Despite the setbacks in the past year, it can still be said that the practice of religion in Russia today, particularly for the individual, is freer than during the Soviet period, when atheism was the strictly enforced state policy and religious expression was harshly repressed. Nevertheless, advancements in religious freedom protections that emerged in the period immediately after the fall of the Soviet Union are now in danger of being reversed. A January 2006 law regulating non-commercial organizations allows Russian government officials to attend meetings of any registered religious community and provides for increased controls on foreign donations, which will likely hamper the charitable and other activities of religious groups. Although the number of violent incidents has not increased, there has been a noticeable rise in the number of anti-Semitic sentiments expressed in official government circles as well as the media. In addition, there has been a significant increase in allegations of official discrimination against, as well as harassment, detention and imprisonment of, members of the country's numerous Muslim communities, incidents in which religious identification is believed to play a growing role.

In 1997, Russia passed a new law on religion. Requiring registration at both federal and local levels, the law creates difficulties for previously unregistered as well as new religious groups. Religious groups that have taken their cases to court to overturn denials of registration have often been successful; however, administrative authorities have sometimes proved unwilling to implement court decisions. In addition, Russian authorities have denied registration to certain religious communities based on the allegedly insufficient time they have existed, despite a 2002 Russian Constitutional Court decision that an active religious organization registered before the 1997 law could not be deprived of legal status for failing to re-register. According to the State Department, a January 2006 amendment to the law requires that all registered local religious organizations notify the Federal Registration Service (FRS) within 36 hours of any change in its leadership or legal address. If a local organization twice fails to meet this requirement, the FRS may file suit with a court to have it dissolved.

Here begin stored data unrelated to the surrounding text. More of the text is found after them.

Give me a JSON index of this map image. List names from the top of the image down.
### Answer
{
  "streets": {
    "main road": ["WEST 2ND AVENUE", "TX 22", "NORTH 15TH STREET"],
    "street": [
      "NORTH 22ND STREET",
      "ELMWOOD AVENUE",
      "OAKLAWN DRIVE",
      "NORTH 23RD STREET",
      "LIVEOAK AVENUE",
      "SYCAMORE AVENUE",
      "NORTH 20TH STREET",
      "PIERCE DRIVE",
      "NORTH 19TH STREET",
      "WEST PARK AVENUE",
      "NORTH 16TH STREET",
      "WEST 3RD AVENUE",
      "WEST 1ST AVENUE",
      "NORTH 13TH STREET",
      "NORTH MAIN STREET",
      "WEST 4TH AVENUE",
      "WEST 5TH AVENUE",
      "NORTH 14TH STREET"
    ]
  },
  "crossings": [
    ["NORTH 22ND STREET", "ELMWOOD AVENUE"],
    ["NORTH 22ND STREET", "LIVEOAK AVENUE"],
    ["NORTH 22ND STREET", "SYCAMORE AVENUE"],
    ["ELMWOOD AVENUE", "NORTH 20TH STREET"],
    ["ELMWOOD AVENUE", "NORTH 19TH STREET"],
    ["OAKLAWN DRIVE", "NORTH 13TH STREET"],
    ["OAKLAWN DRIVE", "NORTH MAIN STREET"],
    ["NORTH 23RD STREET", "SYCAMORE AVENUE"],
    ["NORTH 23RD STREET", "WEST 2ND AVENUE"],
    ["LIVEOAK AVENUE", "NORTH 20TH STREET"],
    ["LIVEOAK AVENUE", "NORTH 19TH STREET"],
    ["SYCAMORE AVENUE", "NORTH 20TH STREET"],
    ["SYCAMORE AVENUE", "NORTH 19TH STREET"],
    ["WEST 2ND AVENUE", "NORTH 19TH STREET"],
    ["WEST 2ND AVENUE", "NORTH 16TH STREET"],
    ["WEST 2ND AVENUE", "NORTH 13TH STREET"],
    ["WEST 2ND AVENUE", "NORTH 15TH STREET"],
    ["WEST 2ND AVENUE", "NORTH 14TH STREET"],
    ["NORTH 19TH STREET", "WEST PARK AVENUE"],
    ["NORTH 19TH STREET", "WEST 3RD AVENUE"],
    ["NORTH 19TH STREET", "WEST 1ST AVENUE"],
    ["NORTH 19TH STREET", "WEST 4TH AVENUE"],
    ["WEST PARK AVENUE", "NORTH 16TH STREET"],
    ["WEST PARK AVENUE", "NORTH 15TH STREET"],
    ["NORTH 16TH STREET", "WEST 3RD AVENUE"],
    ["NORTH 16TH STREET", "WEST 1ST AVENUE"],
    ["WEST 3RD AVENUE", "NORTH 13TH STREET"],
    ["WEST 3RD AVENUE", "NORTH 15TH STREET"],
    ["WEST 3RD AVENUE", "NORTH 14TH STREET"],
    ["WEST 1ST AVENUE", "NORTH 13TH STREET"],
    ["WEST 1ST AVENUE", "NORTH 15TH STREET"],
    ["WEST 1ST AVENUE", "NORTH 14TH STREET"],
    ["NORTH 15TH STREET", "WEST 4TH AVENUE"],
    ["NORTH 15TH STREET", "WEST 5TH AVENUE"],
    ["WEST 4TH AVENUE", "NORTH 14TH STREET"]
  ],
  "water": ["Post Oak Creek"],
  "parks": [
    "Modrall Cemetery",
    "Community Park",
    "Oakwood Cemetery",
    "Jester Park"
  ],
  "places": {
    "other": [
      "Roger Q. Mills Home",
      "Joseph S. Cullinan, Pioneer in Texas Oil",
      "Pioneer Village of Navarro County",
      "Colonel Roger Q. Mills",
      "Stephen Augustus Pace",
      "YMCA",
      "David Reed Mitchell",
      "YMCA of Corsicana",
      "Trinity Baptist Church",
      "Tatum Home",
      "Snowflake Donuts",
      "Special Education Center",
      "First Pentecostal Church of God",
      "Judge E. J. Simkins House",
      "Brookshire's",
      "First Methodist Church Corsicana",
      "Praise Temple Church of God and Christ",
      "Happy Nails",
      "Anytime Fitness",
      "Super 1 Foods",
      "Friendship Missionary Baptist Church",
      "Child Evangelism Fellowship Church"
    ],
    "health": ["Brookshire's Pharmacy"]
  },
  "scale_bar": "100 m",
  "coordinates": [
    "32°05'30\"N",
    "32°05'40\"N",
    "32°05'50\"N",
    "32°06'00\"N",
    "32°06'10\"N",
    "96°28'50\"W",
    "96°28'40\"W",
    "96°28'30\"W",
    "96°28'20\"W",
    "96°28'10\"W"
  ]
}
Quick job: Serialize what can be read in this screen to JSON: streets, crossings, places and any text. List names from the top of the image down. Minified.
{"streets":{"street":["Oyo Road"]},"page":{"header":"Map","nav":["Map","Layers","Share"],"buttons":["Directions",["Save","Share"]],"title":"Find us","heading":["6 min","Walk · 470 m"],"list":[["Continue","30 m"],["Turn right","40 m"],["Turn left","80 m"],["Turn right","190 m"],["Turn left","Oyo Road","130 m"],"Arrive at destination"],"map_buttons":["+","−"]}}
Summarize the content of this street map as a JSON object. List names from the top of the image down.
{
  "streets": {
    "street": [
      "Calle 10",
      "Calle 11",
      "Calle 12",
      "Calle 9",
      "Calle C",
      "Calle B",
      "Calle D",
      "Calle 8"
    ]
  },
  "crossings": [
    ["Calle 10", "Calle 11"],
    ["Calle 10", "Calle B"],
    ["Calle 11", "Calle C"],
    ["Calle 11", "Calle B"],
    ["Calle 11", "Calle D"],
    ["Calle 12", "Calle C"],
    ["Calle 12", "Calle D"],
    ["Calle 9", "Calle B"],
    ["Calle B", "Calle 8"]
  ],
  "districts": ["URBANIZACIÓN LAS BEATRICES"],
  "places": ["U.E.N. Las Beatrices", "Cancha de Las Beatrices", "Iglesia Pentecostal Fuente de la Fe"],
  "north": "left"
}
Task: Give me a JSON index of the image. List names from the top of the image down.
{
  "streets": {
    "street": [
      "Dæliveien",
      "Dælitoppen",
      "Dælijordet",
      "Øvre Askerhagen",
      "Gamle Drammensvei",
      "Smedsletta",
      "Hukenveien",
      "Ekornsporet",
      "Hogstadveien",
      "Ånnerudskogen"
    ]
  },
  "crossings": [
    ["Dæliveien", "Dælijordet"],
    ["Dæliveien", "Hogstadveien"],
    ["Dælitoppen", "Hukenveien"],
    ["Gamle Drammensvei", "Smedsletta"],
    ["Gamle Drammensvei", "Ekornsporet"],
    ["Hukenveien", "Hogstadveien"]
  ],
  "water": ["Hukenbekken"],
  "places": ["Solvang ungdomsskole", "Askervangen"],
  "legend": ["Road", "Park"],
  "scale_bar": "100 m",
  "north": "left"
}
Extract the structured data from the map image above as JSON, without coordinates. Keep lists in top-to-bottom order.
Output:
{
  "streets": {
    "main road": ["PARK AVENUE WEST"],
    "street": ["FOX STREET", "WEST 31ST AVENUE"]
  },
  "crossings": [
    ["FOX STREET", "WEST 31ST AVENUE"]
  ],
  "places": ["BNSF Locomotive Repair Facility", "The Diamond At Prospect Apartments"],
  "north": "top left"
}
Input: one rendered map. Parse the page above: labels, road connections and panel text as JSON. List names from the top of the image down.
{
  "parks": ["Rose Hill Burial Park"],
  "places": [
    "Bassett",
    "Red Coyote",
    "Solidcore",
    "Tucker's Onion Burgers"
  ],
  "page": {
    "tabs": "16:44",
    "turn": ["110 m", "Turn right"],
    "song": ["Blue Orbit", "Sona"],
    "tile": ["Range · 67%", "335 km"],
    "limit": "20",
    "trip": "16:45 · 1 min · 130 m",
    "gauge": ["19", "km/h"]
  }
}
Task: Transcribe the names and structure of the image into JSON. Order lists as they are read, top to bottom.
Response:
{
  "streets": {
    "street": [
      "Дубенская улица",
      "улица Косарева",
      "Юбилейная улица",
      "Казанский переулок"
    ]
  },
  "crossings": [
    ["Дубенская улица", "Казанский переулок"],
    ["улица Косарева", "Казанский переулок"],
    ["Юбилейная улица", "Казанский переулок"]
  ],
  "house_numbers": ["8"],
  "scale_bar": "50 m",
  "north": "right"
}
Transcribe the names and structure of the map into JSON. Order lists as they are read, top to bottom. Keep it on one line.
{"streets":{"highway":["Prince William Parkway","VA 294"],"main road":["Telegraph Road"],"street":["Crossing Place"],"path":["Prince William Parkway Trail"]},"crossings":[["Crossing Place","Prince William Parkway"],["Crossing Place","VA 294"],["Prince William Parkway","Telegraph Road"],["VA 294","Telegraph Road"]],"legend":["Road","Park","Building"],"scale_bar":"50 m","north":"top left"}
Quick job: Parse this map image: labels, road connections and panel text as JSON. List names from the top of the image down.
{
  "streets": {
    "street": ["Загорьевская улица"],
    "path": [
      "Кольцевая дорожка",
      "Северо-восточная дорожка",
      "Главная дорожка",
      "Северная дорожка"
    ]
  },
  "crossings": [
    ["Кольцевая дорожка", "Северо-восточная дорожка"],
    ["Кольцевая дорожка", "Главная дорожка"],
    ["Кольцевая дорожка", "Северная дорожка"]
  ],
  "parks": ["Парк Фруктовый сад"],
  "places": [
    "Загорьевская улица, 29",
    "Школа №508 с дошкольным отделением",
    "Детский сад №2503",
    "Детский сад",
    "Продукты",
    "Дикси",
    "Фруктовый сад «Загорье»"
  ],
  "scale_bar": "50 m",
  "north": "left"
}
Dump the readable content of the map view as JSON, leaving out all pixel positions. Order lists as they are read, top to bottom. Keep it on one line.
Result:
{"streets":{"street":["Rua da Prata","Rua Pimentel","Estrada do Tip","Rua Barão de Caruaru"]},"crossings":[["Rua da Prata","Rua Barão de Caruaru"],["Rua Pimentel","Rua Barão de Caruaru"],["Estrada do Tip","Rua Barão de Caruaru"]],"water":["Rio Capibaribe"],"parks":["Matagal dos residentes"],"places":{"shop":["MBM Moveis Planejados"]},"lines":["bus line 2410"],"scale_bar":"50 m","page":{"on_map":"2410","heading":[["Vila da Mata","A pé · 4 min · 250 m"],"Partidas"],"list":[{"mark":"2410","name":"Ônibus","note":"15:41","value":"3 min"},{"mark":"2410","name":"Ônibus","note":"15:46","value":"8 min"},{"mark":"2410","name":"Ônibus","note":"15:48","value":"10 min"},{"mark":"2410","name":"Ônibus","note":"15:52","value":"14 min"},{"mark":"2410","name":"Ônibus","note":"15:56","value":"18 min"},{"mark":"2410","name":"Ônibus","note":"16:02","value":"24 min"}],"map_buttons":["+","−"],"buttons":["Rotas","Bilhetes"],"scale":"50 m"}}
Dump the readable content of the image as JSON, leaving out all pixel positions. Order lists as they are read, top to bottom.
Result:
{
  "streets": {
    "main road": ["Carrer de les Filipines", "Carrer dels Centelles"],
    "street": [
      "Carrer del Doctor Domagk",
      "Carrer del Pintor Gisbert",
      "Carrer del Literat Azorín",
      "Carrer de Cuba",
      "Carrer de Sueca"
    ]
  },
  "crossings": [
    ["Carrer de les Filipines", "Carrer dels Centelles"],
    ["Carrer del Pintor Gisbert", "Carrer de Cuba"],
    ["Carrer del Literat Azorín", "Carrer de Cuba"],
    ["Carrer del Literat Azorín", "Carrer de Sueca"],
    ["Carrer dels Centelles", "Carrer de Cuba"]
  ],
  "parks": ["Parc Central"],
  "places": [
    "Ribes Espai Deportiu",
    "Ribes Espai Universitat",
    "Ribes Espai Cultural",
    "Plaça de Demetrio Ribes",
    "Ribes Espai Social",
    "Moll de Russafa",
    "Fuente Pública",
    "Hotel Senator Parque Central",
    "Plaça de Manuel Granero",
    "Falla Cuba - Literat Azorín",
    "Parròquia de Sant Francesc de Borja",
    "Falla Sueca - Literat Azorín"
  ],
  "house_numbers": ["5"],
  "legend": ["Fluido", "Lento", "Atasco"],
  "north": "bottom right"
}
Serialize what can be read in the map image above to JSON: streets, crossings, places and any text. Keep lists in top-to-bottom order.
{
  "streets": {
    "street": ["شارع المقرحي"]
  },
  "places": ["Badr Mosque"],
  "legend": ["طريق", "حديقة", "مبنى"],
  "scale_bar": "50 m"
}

At the federal level, the vast majority of religious organizations have been registered under a liberal interpretation of the 1997 law by federal officials and the Russian Constitutional Court. There have been several noticeable exceptions. The March 2004 Moscow court decision banning the Jehovah's Witnesses in that city, upheld on appeal, marked the first time that a national religious organization in Russia had a local branch banned under the 1997 law, even though 135,000 Jehovah's Witnesses practice their faith in registered communities in many other parts of Russia. The Salvation Army has not been re-registered, despite a Constitutional Court ruling that overturned the government's decision not to register the organization in Moscow. Local officials sometimes either refused outright to register groups or created prohibitive obstacles to registration; a lack of specific guidelines to accompany the 1997 law and the shortage of knowledgeable local officials contributed to the problem. In the past year, there were a number of reports that the Procurator General encouraged local prosecutors to challenge the registration of some religious groups deemed "non-traditional" to Russia. In addition, some Muslim clerics have reported that it has become more difficult to register new Muslim communities. For example, registration has been arbitrarily denied to 39 of the Stavropol region's 47 mosques.

A number of minority religious groups continue to report difficulties in obtaining permission to build houses of worship, since local government officials often create barriers. Roman Catholics, Protestants, Old Believers, Molokans (an ancient Orthodox sect), and Muslims have reported problems in acquiring land for new buildings, as have other alternative Orthodox communities. Religious groups seen as non-traditional to Russia face particular difficulties. For example, in November 2005, Moscow authorities overturned their decision to allot land for the building of a Hare Krishna temple and in 2006 the community lost its appeal of that decision. In other cases, local authorities have been responsive to the needs of a religious community. For example, following protests in June 2005, the Moscow Department for Building Policy reportedly ordered that land be found for the Emmanuel Pentecostal Church to build a center. For Muslims, the situation is mixed. In majority Muslim areas, the local government often funds the building of new mosques; in Tatarstan, the local government has funded the building of 1,000 new mosques and several dozen Islamic schools. In areas where the Muslim population is new or in the minority, however, the community may face difficulties in building or operating places of worship. In October 2005, in the city of Nalchik, capital of Karbardino-Balkariya in the north Caucasus, the regional governor closed six of the seven mosques in that city and allowed the remaining mosque to open for only a few hours a week. In the regional capital of Astrakhan, local authorities have ordered the demolition of a mosque they initially helped fund. The case is apparently going to the Supreme Court.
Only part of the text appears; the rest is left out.